Defense looks likely to become dominant. However, this does not mean that offence will disappear. Instead new ways to mount an offensive will be developed and it is here where the nature of war may change.

 

War has always been violent, chaotic, destructive and murderous. If a nation’s borders cannot be penetrated and its critical centers of gravity attacked using kinetic means perhaps non-kinetic means are the offensive style of the future. Russia’s recent information warfare against the US political system may hint at such new offensive warfighting techniques.[6]  Instead of destroying another’s capabilities and national infrastructures, they might be exploited and used as bearers to spread confusion and dissent. War may no longer be violent and murderous but it may still be as Clausewitz wrote a “true political instrument.”[7]

 

New model robot armies are inbound. The future of war may then be quite different to our past imaginings. Stand by for a possible reboot.

 

End Notes

 

1.  The term narrow AI may be unfamiliar to some. Narrow AI equals or exceeds human intelligence for specific tasks within a particular domain; their utility is context-dependent. In contrast, general AI equals the full range of human performance for any task in any domain. Narrow AI is here today but when general AI might be achieved remains debatable, but seems at least several decades away. The technologies noted in the sentence and their interactions are discussed further in: Peter Layton (2018), Algorithm Warfare: Applying Artificial Intelligence to Warfighting, (Canberra: Air Power Development Centre).

 

2.  There is a sudden rush of such vehicles being trialled with examples including: Roboteam Probot (Professional Robot), General Dynamics MUTT (Multi-Utility Tactical Transport), HDT Global Hunter WOLF (Wheeled Offload Logistics Follower) and Praesidium Global MAPS (Mission Adaptable Platform System).

 

3.  Mick Ryan (2018), Human-Machine Teaming For Future Ground Forces, (Washington DC: Center for Strategic and Budgetary Assessments), p. 20.

 

4.  Nolan Peterson (2017), ‘A Century After the US Entered World War I, Modern-Day Trench Warfare Continues in Ukraine, The Daily Signal, April 5.   Able Squadron (2017), Russian New Generation Warfare Handbook,  (Fort Meade: Asymmetric Warfare Group)

 

5.  Kelsey Atherton (2018), 'Estonian war robots could have big implications for future NATO plans', C4ISRNET, 3 August.

 

6.  Renee Diresta (2018), ‘The Information War Is On.
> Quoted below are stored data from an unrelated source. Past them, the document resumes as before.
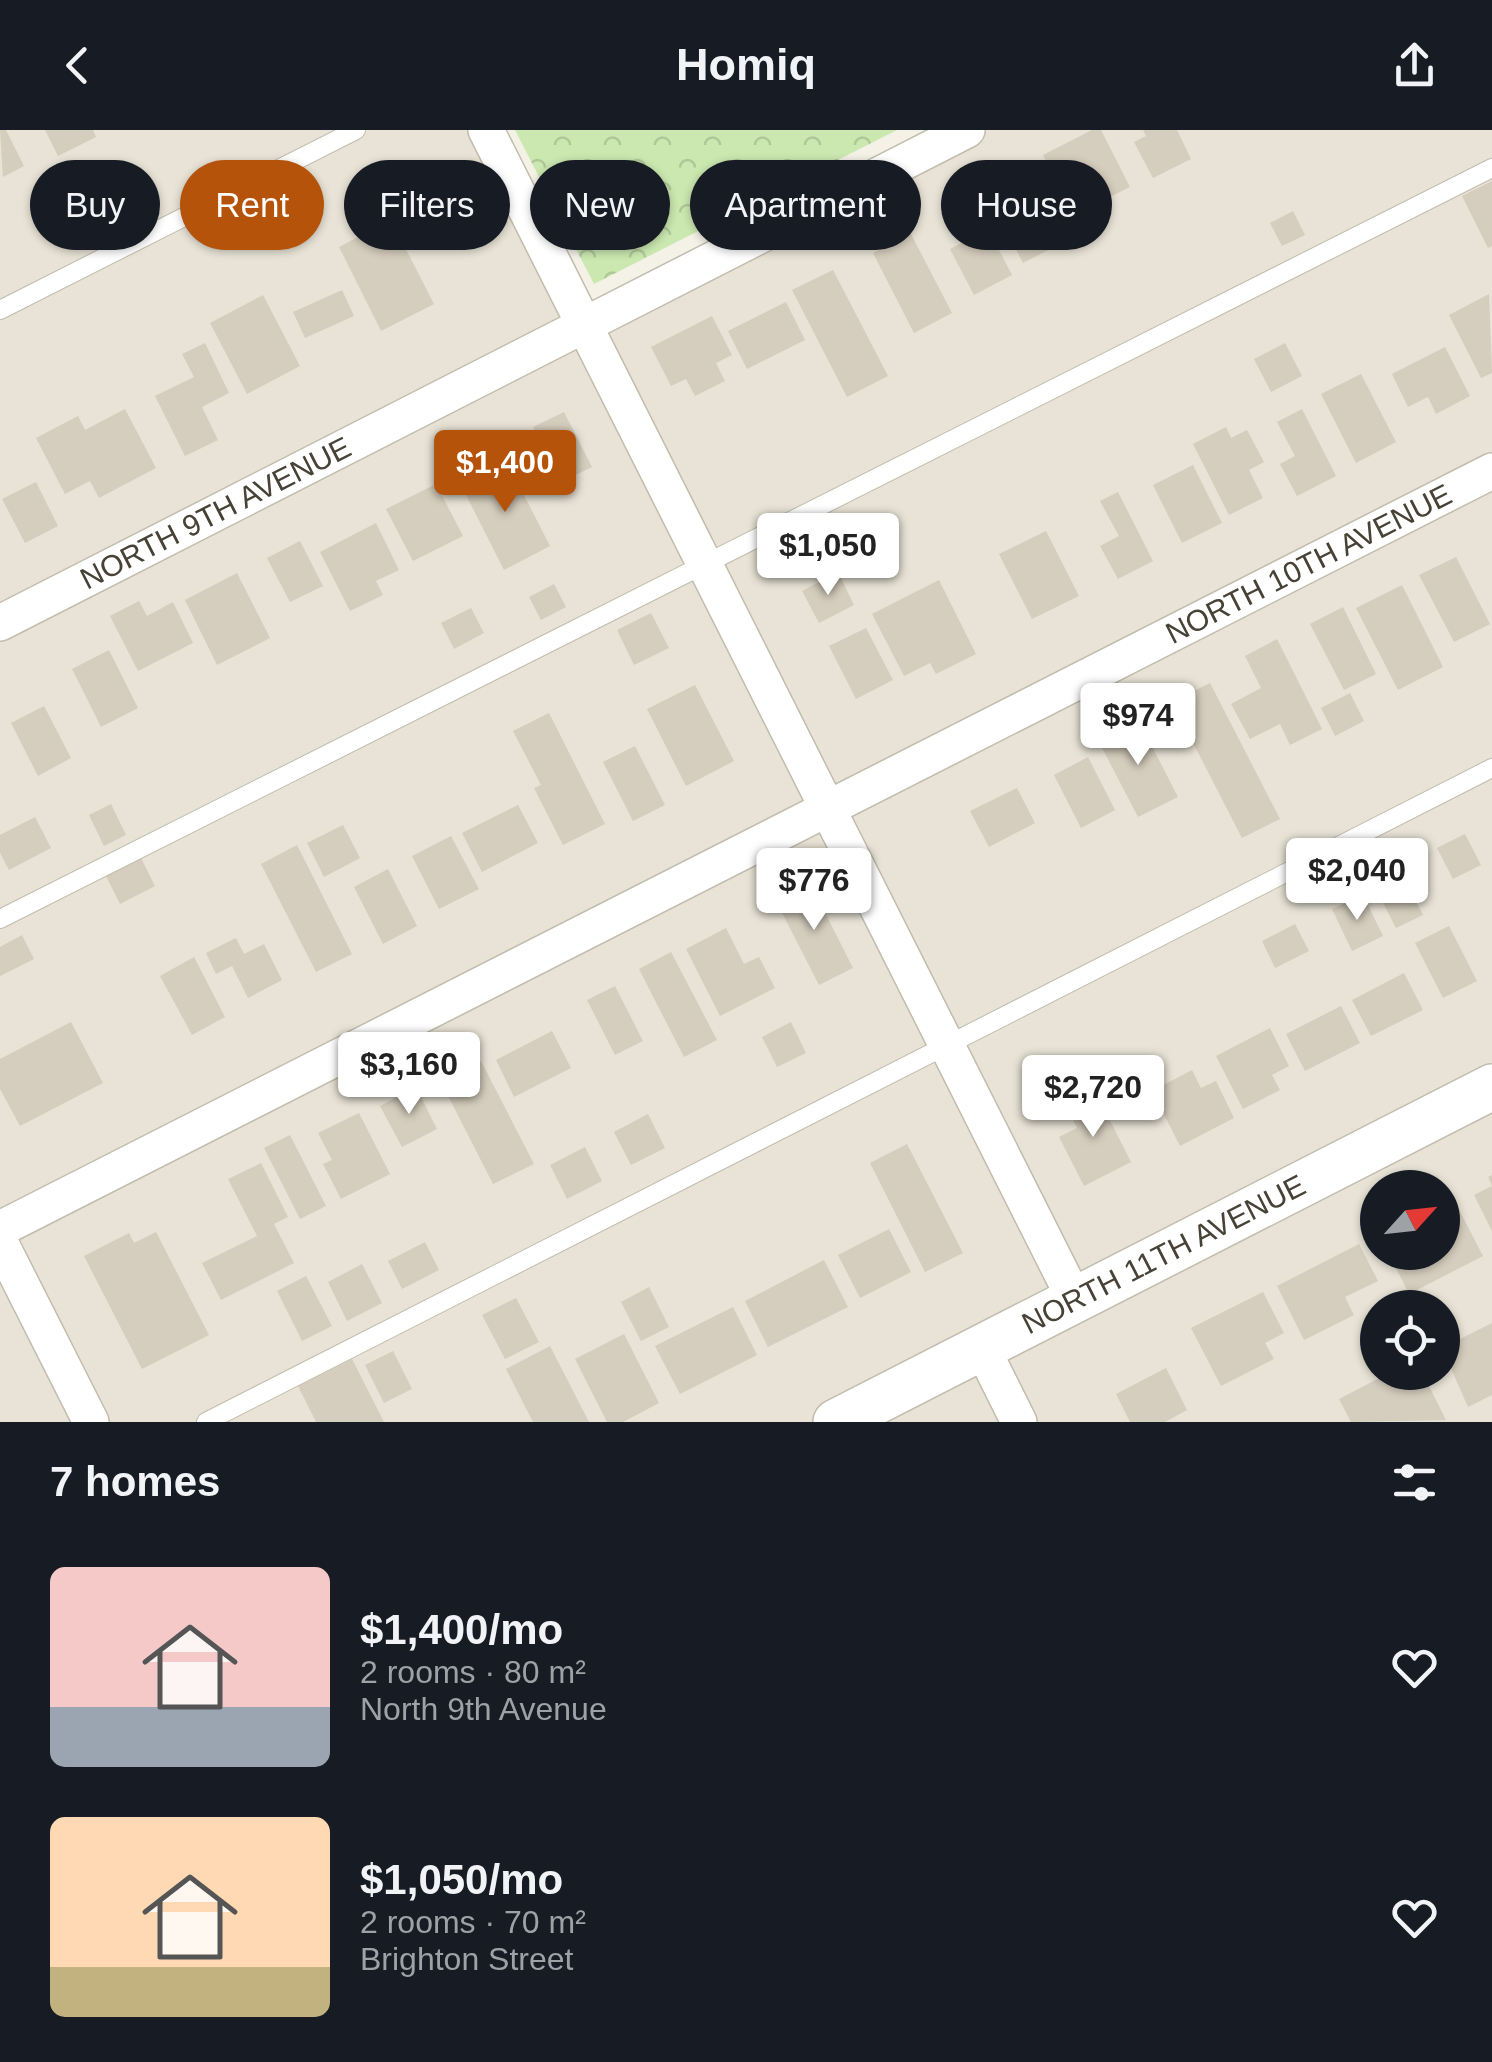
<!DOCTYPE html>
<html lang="en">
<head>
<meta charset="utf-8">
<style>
  :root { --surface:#171b24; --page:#20242c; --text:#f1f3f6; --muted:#9ea1a6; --accent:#b45309 }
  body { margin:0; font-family:Helvetica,sans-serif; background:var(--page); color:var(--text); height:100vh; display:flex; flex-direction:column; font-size:38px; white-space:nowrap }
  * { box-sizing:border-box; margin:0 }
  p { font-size:32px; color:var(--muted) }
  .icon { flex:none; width:55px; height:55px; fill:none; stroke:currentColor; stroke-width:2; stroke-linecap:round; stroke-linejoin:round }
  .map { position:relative; height:1292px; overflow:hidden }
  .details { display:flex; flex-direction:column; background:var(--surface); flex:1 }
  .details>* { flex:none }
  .banner { position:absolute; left:30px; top:30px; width:1432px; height:90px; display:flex; gap:20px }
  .needle { width:65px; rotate:63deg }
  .tools { position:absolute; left:1360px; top:1040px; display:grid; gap:20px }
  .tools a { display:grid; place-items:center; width:100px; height:100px; border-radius:50%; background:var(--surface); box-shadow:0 2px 8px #0004; font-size:50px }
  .price { position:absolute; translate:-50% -85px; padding:0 22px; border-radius:10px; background:#fff; color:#222; font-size:32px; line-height:65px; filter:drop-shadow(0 2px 5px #0008) }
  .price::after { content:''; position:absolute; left:50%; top:60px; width:30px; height:22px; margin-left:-15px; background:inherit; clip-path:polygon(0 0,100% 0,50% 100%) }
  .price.active { background:var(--accent); color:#fff }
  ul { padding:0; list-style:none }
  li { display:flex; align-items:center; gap:30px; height:250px; padding:0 50px }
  li span { display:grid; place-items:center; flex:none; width:280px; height:200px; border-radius:15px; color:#555 }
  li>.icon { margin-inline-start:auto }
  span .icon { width:120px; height:120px; fill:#fffc; stroke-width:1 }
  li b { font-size:42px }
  h2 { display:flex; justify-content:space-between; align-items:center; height:120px; padding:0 50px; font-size:42px }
  .pill { padding:0 35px; border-radius:45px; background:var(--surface); box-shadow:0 2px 8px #0004; font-size:35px; line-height:90px }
  .pill.active { background:var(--accent); color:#fff }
  header { display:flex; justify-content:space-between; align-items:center; height:130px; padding:0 50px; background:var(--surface); font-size:45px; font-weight:600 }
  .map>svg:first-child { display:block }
  .residential { fill:#e8e3d6; fill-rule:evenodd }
  .park { fill:url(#park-crowns) }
  .building { fill:#d5cdbd }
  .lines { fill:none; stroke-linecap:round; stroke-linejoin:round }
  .service-casing { stroke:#c2bcad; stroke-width:20 }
  .minor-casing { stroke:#c2bcad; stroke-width:38 }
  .tertiary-casing { stroke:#c2bcad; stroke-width:48 }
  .service { stroke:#fff; stroke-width:18 }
  .minor { stroke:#fff; stroke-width:35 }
  .tertiary { stroke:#fff; stroke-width:45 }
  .labels { text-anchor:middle; stroke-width:9; stroke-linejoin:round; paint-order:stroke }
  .street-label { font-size:30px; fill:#474136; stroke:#fff }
</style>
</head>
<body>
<header><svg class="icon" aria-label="back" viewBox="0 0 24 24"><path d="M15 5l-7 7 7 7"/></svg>Homiq<svg class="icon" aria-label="share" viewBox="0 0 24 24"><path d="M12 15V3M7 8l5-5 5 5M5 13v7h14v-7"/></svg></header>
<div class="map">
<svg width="1492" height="1292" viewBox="0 0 1492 1292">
  <defs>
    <pattern id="park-crowns" width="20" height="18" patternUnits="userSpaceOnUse" patternTransform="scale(2.5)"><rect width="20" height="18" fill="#cbe8b0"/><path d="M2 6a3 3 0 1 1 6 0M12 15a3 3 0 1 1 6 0" fill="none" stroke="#b0c898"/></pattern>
  </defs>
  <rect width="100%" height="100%" fill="#f4f1e7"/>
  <path class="residential" d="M0 0H486L585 195 924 0H1492V1292H0ZM1378 1058H1442V1122H1378ZM1378 1178H1442V1242H1378Z"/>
  <path class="park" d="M515 0H897L594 154Z"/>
  <path class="building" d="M0 0H6L24 36 3 47Z
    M45 0H93L96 7 58 26Z
    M1092 0H1101L1130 57 1073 85 1043 25Z
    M1143 0H1177L1191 29 1153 48 1134 12 1146 6Z
    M1492 51V116L1488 118 1462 66Z
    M1027 53 1058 115 1023 133 991 71Z
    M1293 81 1305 105 1282 116 1270 93Z
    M391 90 434 174 381 201 339 117Z
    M988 99 1012 145 974 165 950 119Z
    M911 104 952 183 914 203 873 123Z
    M833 140 888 246 847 267 792 160Z
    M342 160 354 186 305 208 293 182Z
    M1489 164 1492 243 1481 248 1449 185Z
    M263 165 300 236 247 264 210 193Z
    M786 172 805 210 747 239 728 201Z
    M712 186 732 225 716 233 725 251 695 266 686 249 671 256 651 217Z
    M205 213 229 263 202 277 218 310 185 326 155 266 194 247 182 224Z
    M1285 213 1302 246 1271 262 1254 229Z
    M1445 217 1470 266 1436 284 1428 267 1408 277 1392 244Z
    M1361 244 1396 312 1356 333 1321 264Z
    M125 279 156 338 99 368 90 351 65 364 36 308 78 286 85 300Z
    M1302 279 1336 346 1297 366 1280 334 1295 326 1277 292Z
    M564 282 592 337 561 352 533 297Z
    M1226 297 1231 308 1247 300 1264 332 1249 340 1263 368 1229 385 1193 314Z
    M506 330 550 416 504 440 460 353Z
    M1193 335 1222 393 1182 413 1153 355Z
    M36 352 58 396 25 413 2 369Z
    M436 354 463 406 413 431 386 379Z
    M1118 362 1153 431 1118 449 1100 416 1119 406 1100 371Z
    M376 393 399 440 376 451 383 465 350 481 320 422Z
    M1046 401 1079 466 1032 489 999 424Z
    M300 411 323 456 290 472 267 428Z
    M1456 427 1490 494 1454 512 1419 445Z
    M838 442 854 475 819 493 802 461Z
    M237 443 270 508 217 535 185 470Z
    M939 450 976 524 936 544 930 533 904 546 872 484Z
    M554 454 566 477 541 490 529 467Z
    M1402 455 1443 537 1398 560 1356 478Z
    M139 471 147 486 173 472 193 513 138 541 110 486Z
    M1343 477 1376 544 1344 560 1310 494Z
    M471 478 484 503 454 519 441 493Z
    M651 483 669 518 634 535 617 500Z
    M866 498 893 550 856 569 829 516Z
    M1277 509 1322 599 1290 615 1280 594 1250 609 1231 574 1261 558 1245 526Z
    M109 520 138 578 101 597 72 539Z
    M1210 553 1280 689 1242 708 1172 572Z
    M695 555 734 631 686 656 647 579Z
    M1350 563 1364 591 1335 606 1321 578Z
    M44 576 71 628 38 646 11 593Z
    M549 583 605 694 563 715 534 658 541 655 513 601Z
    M1138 589 1178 667 1138 687 1098 610Z
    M635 616 665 675 633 691 603 632Z
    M1088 627 1115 680 1081 698 1054 645Z
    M1017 658 1035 693 989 717 970 681Z
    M111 674 126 705 104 716 89 685Z
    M518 675 538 713 482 742 462 703Z
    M35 687 51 718 9 740 0 723V705Z
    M343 695 360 728 324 747 307 713Z
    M1465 704 1481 735 1453 749 1437 718Z
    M451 706 479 759 439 779 412 726Z
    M297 715 352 824 316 842 261 734Z
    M140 726 155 756 120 774 105 744Z
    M388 739 417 796 383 814 354 757Z
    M809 751 853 838 819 855 775 769Z
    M1409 757 1423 785 1396 798 1382 771Z
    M1363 765 1383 806 1352 821 1332 779Z
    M1295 794 1309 821 1275 838 1262 811Z
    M1449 796 1477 851 1443 868 1415 813Z
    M726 798 744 834 759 827 775 858 720 886 686 819Z
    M22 805 34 829 0 846V817Z
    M236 808 244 824 264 814 282 850 248 868 232 836 216 844 206 823Z
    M671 822 717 910 684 927 639 839Z
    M194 827 225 887 192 905 160 846Z
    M1404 843 1423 880 1371 906 1352 870Z
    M615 856 643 911 615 925 587 870Z
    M1341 876 1360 913 1305 941 1286 904Z
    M71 892 103 953 20 996 0 959V929Z
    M791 892 806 923 777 937 762 907Z
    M1270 898 1289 936 1272 945 1280 960 1243 979 1216 926Z
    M552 901 571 938 514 967 496 930Z
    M481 931 534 1034 493 1054 441 952Z
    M1192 940 1201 958 1216 951 1234 988 1180 1016 1152 961Z
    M416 957 437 999 402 1017 380 976Z
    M1094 959 1131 1032 1084 1056 1059 1007 1077 998 1065 974Z
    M359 983 390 1044 341 1069 323 1034 332 1030 318 1003Z
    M648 984 665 1018 631 1035 614 1002Z
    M290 1005 326 1076 300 1089 264 1018Z
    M907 1014 963 1123 925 1142 870 1033Z
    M585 1017 602 1051 567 1069 550 1035Z
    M261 1033 288 1087 274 1094 294 1133 221 1170 202 1133 257 1106 228 1049Z
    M1492 1045V1101L1474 1065 1492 1056 1488 1047Z
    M1453 1068 1483 1126 1409 1164 1388 1122H1442V1074Z
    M889 1099 911 1142 860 1168 838 1125Z
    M156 1102 209 1205 142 1239 84 1126 129 1103 134 1113Z
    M425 1112 439 1140 402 1159 388 1131Z
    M1359 1114 1378 1151 1345 1167 1354 1185 1304 1210 1277 1156Z
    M824 1130 848 1177 768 1217 745 1171Z
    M362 1134 382 1173 347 1191 328 1152Z
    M306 1146 332 1196 302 1211 277 1161Z
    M649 1157 669 1197 641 1211 621 1172Z
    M1263 1162 1284 1203 1265 1213 1274 1229 1221 1256 1191 1198Z
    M516 1168 539 1212 505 1229 482 1185Z
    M733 1177 757 1225 680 1264 655 1216Z
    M1492 1193V1265L1468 1277 1442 1218Z
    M624 1204 659 1273 623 1292H607L575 1229Z
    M550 1216 589 1292H533L506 1239Z
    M393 1221 412 1259 384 1273 365 1235Z
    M352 1229 384 1292H316L298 1256Z
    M1166 1238 1187 1280 1165 1292H1130L1116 1264Z
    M1391 1242H1422L1446 1290 1351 1292 1339 1269Z"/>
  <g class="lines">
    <defs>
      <path id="service" d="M0 180 356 0
        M0 789 1492 38
        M206 1292 1492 638"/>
      <g id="minor">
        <path d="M486 0 1075 1170"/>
        <path id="s1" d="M0 493 967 0"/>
        <path id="s2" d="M0 1099 1492 341"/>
        <path d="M0 1112 91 1292"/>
        <path d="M982 1218 1019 1292"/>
      </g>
      <g id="tertiary">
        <path id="s3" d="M836 1292 1492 957"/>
      </g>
    </defs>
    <use href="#service" class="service-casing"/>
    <use href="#minor" class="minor-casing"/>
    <use href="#tertiary" class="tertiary-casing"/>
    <use href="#service" class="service"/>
    <use href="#minor" class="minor"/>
    <use href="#tertiary" class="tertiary"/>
  </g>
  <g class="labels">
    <g class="street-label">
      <text dy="10" stroke="none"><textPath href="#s1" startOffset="242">NORTH 9TH AVENUE</textPath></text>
      <text dy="10" stroke="none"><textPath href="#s2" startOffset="1468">NORTH 10TH AVENUE</textPath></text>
      <text dy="10" stroke="none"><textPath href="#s3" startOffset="368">NORTH 11TH AVENUE</textPath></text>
    </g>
  </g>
</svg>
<div class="tools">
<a><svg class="needle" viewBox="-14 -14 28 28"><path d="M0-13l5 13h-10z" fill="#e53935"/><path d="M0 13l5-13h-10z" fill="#9ea1a6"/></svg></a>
<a><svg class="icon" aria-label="locate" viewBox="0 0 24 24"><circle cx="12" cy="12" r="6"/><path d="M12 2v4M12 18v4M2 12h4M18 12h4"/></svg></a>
</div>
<b class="price active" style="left:505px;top:385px">$1,400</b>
<b class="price" style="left:828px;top:468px">$1,050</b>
<b class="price" style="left:1138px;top:638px">$974</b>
<b class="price" style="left:1357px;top:793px">$2,040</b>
<b class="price" style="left:814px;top:803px">$776</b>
<b class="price" style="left:409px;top:987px">$3,160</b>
<b class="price" style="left:1093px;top:1010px">$2,720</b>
<div class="banner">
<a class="pill">Buy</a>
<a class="pill active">Rent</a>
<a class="pill">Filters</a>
<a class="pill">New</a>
<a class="pill">Apartment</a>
<a class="pill">House</a>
</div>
</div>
<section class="details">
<h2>7 homes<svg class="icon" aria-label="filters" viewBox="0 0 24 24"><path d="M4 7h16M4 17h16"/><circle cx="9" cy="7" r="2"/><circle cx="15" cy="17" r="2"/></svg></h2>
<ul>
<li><span style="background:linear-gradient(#f6c9c9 70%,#9aa5b1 0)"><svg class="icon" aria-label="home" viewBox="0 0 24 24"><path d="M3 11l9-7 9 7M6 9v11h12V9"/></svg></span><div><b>$1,400/mo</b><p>2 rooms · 80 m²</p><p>North 9th Avenue</p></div><svg class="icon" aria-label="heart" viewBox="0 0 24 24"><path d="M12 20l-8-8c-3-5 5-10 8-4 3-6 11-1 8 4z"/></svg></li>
<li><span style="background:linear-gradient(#ffd9b3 75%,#c2b280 0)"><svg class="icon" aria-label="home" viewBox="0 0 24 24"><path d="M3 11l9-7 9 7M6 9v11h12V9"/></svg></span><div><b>$1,050/mo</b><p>2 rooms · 70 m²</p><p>Brighton Street</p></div><svg class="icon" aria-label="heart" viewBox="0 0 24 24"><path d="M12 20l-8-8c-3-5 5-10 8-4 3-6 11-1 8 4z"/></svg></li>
</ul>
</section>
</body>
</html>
Are We Ready For It?’, Wired, 3 August.

 

7. Carl Von Clausewitz, On War: Edited and Translated by Michael Howard and Peter Paret (Princeton: Princeton University Press, 1984), p.87.

About the Author(s)

Peter Layton is a Visiting Fellow at the Griffith Asia Institute, Griffith University. A former RAAF Group Captain, he has extensive defense experience, including in the Pentagon and at National Defense University. He holds a doctorate in grand strategy. He is the author of the book ‘Grand Strategy’.